The required output is the exact run of lines below that opens at the line with "font-size:32px; font-style:normal; color:#747a83" and closes at the line with "flex:none; width:55px; height:55px;".

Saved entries
++++++++++
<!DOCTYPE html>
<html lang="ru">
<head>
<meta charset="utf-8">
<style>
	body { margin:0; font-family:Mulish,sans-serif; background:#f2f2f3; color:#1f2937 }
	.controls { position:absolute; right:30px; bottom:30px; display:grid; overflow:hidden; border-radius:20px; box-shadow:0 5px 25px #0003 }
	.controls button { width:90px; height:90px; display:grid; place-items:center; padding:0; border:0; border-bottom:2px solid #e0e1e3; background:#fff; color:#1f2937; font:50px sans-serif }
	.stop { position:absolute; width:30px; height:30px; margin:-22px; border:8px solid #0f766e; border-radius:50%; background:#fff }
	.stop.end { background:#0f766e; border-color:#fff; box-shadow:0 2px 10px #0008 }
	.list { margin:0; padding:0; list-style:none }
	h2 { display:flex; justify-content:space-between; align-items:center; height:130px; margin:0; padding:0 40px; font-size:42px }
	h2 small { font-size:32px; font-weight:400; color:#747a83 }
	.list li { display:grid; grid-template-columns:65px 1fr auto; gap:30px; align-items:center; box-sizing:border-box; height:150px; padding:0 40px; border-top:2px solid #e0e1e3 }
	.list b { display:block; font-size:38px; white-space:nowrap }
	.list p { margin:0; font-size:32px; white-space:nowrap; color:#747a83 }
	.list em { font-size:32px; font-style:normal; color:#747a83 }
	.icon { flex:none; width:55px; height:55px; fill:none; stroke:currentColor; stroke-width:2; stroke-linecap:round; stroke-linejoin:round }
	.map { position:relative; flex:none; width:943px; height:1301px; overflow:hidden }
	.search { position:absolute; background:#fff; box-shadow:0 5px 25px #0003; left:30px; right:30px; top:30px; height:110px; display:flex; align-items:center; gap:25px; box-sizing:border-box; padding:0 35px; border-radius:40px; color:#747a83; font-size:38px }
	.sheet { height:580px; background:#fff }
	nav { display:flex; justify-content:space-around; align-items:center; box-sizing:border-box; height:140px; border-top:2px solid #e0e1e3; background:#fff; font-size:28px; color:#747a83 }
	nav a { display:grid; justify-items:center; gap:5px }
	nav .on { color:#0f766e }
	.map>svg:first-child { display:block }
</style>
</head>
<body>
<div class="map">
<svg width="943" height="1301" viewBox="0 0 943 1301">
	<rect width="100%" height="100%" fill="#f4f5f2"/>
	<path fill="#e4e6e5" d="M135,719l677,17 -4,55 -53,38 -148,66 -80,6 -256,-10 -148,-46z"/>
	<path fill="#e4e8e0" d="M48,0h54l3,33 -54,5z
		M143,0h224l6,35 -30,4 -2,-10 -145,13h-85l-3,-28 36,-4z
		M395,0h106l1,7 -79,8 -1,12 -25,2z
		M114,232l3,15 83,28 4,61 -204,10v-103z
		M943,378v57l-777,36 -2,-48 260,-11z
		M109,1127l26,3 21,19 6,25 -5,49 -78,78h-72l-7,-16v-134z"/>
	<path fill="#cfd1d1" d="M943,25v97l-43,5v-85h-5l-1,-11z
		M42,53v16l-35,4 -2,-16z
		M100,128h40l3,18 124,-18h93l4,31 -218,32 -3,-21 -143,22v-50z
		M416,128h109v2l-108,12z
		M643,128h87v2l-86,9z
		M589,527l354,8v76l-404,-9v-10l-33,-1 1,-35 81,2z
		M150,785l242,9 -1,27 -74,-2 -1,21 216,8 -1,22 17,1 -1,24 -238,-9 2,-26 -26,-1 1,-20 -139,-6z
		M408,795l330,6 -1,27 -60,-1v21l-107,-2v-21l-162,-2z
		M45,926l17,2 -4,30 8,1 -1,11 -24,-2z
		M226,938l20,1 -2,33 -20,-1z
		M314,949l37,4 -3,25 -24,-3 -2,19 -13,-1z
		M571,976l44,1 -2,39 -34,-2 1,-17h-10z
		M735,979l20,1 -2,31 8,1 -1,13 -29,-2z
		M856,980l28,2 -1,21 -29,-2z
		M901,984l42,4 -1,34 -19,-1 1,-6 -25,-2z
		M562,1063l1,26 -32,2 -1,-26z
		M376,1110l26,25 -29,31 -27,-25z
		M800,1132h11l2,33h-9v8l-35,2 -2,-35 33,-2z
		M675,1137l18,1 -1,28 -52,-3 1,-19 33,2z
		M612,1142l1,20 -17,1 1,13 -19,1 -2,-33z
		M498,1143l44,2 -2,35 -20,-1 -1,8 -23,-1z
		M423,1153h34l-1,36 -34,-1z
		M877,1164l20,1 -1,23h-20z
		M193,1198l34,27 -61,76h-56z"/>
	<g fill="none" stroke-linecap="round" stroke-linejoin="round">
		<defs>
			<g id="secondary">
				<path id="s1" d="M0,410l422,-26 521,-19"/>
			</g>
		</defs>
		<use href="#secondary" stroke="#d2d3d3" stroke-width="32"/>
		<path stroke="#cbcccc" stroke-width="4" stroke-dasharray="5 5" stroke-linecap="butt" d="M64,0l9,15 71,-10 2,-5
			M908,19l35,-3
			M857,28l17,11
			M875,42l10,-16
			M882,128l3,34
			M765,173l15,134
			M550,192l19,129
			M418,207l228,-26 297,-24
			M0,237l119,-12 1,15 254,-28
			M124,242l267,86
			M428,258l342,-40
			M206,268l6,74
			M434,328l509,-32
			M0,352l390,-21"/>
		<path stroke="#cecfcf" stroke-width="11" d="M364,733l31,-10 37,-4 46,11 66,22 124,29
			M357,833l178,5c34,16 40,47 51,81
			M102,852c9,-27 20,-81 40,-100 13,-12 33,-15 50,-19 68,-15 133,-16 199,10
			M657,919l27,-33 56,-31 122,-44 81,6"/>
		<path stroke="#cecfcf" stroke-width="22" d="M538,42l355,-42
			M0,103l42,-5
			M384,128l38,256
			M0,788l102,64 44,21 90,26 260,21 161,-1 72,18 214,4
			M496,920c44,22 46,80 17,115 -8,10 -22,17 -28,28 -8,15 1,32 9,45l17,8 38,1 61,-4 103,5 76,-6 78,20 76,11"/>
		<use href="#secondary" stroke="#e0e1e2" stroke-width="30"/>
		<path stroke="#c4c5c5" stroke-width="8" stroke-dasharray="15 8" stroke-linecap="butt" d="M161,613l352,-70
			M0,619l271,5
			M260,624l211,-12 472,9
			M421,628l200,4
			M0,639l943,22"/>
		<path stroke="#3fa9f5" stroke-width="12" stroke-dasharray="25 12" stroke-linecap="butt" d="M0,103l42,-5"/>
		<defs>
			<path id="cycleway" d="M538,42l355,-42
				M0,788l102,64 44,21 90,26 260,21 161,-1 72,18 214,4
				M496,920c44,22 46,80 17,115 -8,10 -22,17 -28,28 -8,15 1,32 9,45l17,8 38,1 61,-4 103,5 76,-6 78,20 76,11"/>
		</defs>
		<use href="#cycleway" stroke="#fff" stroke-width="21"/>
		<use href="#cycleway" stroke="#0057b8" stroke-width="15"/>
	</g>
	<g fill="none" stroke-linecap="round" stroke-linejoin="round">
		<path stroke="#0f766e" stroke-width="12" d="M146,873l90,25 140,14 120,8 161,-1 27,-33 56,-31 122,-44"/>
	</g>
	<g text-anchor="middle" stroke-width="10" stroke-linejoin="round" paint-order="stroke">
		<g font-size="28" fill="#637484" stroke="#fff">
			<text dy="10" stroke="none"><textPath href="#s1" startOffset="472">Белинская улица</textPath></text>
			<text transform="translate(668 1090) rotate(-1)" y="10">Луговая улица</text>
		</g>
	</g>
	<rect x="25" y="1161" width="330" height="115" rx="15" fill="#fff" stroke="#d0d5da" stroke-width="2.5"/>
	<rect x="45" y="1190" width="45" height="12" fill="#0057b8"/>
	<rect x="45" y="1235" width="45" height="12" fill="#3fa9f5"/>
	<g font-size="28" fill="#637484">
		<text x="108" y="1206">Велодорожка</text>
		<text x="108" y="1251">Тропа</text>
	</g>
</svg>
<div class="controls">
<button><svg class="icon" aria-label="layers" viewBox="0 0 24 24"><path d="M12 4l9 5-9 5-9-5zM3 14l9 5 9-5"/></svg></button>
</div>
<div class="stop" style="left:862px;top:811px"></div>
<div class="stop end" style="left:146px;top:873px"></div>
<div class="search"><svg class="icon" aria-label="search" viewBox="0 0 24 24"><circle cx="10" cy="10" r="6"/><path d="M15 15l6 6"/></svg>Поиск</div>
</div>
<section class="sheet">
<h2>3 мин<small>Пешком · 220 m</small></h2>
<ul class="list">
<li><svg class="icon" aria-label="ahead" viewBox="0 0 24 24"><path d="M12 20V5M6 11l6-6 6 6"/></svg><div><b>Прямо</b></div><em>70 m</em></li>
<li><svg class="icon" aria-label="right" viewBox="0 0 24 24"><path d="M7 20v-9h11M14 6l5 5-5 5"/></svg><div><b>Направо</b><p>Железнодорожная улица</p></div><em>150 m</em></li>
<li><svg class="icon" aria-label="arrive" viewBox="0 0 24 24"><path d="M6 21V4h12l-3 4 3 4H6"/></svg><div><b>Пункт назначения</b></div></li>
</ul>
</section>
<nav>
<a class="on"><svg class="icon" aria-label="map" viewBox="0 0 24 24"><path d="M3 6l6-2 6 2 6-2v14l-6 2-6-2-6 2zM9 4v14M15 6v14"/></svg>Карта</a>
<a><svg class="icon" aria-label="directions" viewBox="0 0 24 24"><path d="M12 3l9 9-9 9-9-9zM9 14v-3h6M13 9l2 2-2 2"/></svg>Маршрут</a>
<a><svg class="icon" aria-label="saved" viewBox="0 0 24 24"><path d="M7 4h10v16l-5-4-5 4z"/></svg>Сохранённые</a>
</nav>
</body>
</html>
++++++++++
Exercise answer
	.list em { font-size:32px; font-style:normal; color:#747a83 }
	.icon { flex:none; width:55px; height:55px; fill:none; stroke:currentColor; stroke-width:2; stroke-linecap:round; stroke-linejoin:round }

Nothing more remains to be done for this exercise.